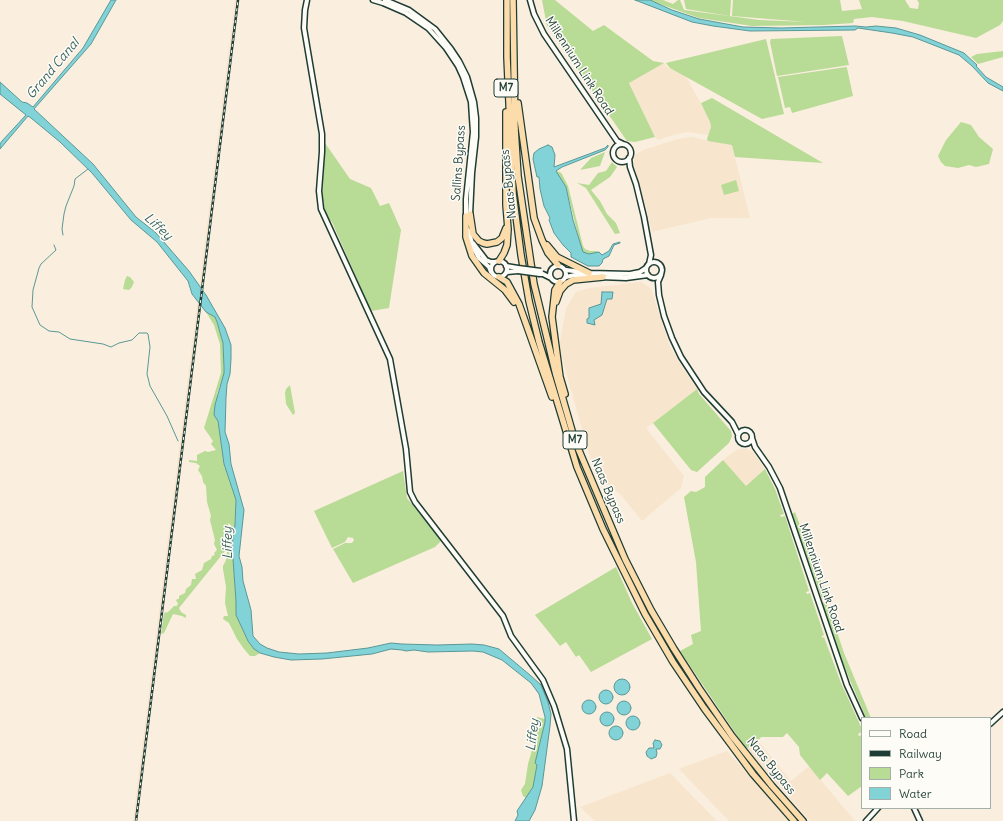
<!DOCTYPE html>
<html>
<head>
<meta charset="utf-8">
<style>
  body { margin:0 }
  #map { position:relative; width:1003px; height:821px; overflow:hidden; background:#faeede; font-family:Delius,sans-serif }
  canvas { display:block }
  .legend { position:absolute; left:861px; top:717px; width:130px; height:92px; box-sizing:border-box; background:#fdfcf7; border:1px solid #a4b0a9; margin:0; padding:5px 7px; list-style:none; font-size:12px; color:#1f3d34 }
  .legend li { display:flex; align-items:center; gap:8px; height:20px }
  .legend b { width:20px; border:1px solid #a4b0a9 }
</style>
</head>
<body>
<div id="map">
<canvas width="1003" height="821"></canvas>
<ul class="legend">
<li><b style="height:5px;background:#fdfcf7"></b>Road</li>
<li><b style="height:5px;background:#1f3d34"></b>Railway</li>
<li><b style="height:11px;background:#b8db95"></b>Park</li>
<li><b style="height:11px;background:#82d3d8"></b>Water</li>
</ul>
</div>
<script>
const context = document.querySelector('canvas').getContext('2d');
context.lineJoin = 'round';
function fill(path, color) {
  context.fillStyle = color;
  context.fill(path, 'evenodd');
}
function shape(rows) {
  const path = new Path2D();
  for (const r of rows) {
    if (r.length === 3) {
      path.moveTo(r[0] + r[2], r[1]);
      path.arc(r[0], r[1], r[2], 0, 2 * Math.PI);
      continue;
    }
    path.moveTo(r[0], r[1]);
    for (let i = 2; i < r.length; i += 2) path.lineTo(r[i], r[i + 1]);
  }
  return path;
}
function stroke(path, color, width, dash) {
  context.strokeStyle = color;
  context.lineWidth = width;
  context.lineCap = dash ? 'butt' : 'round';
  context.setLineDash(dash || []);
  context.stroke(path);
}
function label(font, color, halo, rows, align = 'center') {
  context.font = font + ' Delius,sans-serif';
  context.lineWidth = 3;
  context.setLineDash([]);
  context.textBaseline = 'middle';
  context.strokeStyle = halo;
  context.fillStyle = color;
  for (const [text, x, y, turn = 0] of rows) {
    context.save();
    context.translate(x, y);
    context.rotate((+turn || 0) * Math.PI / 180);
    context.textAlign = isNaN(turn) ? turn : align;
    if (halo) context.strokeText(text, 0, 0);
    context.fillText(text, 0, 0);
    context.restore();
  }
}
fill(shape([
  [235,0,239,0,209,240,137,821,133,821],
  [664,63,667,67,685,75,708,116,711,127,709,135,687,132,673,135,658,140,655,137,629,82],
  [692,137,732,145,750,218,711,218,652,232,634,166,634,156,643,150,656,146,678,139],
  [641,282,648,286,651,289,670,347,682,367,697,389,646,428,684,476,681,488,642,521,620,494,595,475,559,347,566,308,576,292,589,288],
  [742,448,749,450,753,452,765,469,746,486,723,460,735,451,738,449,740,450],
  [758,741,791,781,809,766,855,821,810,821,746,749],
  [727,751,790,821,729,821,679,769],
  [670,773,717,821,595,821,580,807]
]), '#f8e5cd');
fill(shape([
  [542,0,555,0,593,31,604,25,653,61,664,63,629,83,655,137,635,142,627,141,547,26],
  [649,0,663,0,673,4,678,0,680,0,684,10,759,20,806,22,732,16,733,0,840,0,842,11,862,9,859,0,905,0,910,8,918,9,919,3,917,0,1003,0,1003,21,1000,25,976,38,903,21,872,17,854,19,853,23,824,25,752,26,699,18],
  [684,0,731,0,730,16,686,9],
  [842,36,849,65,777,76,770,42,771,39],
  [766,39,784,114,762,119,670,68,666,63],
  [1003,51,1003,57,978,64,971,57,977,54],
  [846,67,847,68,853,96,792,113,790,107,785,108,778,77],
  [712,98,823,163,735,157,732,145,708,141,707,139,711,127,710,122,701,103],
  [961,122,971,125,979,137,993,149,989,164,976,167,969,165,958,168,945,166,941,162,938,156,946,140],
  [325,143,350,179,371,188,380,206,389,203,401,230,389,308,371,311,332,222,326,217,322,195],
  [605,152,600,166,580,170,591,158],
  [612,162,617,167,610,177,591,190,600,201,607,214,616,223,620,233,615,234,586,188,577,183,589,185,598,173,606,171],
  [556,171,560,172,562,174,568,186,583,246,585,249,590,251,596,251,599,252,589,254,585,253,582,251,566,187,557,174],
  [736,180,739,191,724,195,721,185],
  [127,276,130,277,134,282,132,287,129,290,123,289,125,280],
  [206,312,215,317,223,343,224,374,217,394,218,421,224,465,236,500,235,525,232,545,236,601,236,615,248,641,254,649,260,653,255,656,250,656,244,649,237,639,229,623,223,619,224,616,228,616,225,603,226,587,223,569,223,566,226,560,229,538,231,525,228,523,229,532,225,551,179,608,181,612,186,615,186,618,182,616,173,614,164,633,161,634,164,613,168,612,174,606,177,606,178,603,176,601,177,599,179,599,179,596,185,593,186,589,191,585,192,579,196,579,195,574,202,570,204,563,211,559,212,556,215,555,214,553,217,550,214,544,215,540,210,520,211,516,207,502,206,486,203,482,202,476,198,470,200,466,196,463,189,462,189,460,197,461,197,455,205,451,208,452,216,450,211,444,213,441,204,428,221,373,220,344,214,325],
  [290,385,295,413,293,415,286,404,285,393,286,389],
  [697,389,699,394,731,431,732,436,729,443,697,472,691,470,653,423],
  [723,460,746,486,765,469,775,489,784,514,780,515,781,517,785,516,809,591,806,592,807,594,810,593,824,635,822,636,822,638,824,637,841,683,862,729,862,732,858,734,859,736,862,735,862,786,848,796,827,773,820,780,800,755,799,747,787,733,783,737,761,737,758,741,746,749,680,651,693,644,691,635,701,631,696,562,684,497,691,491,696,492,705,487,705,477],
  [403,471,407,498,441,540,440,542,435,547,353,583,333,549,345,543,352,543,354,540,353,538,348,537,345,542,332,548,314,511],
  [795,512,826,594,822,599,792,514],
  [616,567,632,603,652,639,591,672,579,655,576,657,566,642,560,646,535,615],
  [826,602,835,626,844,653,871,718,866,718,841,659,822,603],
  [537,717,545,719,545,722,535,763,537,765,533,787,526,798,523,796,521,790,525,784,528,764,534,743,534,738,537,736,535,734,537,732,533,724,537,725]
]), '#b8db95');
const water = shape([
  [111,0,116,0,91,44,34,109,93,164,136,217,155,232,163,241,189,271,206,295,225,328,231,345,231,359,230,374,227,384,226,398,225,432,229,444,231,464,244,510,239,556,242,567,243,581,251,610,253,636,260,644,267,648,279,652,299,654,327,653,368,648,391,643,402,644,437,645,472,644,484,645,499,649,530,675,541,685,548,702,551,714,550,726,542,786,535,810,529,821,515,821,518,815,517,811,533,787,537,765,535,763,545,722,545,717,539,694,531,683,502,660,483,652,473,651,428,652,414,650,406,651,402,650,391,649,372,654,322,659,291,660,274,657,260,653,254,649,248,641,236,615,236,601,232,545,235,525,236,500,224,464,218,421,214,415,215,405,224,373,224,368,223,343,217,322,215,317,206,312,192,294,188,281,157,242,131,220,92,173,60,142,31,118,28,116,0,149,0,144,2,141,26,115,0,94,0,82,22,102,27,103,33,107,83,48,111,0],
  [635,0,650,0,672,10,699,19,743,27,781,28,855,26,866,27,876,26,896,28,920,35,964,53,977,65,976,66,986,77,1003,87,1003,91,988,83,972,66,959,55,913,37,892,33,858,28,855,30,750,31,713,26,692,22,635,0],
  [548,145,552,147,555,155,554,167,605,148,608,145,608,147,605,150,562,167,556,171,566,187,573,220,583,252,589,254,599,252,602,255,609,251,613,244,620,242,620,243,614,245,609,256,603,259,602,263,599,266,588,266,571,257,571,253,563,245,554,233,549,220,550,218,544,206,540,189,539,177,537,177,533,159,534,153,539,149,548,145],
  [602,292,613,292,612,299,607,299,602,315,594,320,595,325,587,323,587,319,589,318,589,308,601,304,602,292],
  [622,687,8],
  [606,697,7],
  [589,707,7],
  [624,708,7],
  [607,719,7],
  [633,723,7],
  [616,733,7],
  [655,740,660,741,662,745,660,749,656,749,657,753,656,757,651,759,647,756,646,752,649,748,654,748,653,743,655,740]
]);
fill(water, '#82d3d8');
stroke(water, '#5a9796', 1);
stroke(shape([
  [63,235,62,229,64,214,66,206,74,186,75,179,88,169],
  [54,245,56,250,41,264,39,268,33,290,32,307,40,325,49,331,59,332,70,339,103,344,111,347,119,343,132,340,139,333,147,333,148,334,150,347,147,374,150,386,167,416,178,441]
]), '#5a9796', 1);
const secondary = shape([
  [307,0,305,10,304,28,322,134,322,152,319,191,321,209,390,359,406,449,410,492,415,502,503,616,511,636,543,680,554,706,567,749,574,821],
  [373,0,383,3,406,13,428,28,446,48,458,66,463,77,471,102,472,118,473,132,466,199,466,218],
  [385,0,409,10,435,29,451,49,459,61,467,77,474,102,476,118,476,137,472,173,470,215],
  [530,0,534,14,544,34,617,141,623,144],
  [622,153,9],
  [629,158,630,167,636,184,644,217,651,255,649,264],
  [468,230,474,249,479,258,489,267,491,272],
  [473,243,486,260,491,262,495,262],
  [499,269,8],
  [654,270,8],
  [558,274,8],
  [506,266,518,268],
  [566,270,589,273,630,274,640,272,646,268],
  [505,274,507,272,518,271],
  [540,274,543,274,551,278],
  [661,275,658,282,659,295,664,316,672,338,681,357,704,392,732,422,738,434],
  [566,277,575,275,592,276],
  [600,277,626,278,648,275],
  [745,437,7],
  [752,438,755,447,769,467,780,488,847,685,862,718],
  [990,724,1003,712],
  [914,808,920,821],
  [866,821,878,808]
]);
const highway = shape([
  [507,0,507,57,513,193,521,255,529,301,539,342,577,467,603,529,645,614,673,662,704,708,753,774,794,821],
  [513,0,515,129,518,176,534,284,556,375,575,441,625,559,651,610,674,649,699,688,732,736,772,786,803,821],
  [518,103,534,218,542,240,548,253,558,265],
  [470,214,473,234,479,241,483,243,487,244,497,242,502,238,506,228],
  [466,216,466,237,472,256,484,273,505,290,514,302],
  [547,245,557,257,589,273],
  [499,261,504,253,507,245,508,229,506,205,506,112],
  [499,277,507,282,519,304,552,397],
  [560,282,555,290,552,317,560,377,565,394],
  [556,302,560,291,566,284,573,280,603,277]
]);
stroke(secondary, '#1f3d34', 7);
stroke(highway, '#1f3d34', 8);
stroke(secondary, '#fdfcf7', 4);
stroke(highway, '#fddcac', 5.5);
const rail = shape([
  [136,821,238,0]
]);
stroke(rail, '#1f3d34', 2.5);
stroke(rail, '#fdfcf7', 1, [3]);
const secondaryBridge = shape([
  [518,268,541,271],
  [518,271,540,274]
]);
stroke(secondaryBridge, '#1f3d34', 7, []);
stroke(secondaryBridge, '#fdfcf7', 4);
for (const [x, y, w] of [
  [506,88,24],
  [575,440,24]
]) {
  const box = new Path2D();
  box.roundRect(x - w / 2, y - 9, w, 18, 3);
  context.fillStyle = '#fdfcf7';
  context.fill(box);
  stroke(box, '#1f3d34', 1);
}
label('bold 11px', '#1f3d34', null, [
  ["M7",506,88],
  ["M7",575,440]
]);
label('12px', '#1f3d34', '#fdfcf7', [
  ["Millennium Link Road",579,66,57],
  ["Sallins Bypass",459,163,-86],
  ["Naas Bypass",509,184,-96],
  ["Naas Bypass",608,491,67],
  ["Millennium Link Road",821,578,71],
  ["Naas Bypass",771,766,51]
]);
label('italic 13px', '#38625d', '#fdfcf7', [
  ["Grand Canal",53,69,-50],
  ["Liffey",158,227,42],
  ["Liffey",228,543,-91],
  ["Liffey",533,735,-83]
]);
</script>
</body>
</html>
━━━━━━━━
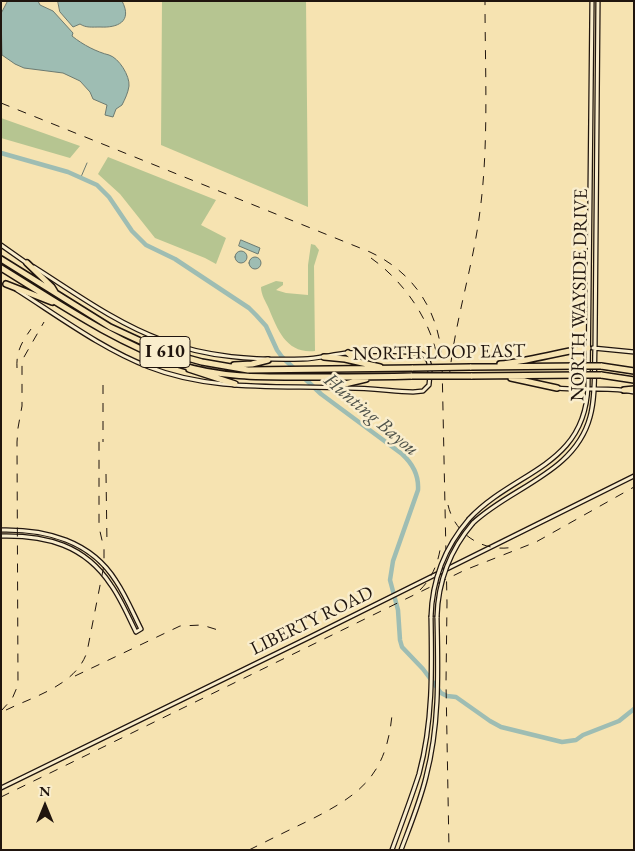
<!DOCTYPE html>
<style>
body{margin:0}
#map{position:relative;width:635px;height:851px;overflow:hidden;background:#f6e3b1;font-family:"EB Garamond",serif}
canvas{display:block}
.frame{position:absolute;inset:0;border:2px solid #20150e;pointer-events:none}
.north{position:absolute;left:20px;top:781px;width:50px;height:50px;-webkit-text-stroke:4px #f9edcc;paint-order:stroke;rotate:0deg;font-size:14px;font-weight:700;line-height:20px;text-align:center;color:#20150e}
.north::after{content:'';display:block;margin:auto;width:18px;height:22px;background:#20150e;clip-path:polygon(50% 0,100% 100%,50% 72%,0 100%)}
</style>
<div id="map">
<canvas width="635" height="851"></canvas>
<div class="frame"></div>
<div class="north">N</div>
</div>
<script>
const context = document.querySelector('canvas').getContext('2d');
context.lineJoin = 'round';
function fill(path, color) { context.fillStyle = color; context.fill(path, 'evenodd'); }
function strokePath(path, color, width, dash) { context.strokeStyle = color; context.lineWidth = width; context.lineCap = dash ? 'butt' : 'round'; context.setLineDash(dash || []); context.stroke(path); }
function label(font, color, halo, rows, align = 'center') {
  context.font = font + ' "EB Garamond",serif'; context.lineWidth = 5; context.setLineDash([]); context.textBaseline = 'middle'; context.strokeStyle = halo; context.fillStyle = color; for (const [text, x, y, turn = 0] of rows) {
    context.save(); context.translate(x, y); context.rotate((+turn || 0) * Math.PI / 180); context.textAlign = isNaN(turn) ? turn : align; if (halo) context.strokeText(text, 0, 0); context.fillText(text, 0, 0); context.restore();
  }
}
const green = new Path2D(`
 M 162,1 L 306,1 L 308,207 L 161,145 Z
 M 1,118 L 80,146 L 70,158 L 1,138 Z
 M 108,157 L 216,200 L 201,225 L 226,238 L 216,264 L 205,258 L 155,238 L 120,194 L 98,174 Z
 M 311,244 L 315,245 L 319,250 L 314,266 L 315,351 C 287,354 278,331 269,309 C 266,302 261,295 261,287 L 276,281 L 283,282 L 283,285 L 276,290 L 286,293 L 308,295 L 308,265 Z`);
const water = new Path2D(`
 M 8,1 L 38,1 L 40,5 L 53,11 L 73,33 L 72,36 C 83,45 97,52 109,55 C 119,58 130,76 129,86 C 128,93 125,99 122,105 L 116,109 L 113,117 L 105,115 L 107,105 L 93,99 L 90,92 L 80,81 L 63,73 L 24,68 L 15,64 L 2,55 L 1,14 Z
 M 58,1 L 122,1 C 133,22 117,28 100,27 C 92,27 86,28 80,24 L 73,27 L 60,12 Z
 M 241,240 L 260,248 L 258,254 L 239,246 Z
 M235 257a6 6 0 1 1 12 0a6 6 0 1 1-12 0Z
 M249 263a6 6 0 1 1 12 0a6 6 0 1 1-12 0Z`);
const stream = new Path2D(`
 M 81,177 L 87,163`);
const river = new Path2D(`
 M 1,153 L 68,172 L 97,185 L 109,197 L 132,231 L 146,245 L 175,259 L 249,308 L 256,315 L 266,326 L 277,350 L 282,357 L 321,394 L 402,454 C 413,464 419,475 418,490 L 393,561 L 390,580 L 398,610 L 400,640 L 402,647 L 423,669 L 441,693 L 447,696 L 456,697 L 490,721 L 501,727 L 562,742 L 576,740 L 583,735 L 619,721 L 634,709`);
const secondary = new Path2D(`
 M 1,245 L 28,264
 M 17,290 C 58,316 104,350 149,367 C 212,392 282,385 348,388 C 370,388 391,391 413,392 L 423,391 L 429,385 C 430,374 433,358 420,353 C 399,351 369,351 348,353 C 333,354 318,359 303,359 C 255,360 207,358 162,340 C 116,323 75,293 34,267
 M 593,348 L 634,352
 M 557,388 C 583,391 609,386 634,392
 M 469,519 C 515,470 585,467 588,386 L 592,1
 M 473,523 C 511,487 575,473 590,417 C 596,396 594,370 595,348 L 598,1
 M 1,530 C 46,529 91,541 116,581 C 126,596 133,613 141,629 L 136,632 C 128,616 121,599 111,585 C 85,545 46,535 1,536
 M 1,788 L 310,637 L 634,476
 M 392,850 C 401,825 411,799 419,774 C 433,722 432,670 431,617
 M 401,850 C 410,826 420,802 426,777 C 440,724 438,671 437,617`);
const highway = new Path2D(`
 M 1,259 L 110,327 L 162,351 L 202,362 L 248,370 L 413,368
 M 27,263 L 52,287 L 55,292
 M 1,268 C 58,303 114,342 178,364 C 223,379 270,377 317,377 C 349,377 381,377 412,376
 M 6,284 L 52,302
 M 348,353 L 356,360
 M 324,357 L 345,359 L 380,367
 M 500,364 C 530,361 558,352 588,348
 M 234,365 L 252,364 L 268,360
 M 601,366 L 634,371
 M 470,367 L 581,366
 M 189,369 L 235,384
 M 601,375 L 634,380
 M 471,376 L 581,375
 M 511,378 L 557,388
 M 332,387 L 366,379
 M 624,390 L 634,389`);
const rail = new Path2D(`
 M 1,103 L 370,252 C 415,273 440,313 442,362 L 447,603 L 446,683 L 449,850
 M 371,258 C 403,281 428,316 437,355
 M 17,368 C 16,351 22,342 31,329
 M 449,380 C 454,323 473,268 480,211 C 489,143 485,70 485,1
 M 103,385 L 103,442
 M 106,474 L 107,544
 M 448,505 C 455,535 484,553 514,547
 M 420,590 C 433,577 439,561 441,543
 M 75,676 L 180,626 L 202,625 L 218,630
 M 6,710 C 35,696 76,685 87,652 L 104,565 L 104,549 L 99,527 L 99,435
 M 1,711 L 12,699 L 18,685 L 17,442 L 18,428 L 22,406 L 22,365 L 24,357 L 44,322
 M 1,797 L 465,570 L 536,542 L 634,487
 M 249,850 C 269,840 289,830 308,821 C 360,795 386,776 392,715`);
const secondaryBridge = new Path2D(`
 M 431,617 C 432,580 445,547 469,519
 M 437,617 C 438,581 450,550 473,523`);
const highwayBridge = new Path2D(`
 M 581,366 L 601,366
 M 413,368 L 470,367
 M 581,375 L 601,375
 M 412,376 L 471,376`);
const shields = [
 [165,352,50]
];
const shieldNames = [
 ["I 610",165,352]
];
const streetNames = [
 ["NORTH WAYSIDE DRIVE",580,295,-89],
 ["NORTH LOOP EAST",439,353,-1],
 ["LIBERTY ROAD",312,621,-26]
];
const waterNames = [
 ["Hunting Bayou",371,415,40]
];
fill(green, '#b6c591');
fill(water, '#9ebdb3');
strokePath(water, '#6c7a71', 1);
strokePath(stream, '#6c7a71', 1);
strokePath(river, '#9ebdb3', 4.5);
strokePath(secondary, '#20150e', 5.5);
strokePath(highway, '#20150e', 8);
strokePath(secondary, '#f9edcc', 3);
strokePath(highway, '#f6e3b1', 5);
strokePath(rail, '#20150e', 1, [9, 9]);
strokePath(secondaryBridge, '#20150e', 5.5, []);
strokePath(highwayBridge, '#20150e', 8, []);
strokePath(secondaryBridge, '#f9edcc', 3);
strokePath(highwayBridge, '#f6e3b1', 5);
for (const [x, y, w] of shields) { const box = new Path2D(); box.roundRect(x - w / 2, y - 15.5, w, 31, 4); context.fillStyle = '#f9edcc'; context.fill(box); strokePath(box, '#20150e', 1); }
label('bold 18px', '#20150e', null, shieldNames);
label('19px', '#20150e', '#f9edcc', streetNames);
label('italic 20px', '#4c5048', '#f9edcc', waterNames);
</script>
━━━━━━━━
[Exercise instructions]
Copy each line above holding "butt".

[Your solution]
  context.lineCap = dash ? 'butt' : 'round';
function strokePath(path, color, width, dash) { context.strokeStyle = color; context.lineWidth = width; context.lineCap = dash ? 'butt' : 'round'; context.setLineDash(dash || []); context.stroke(path); }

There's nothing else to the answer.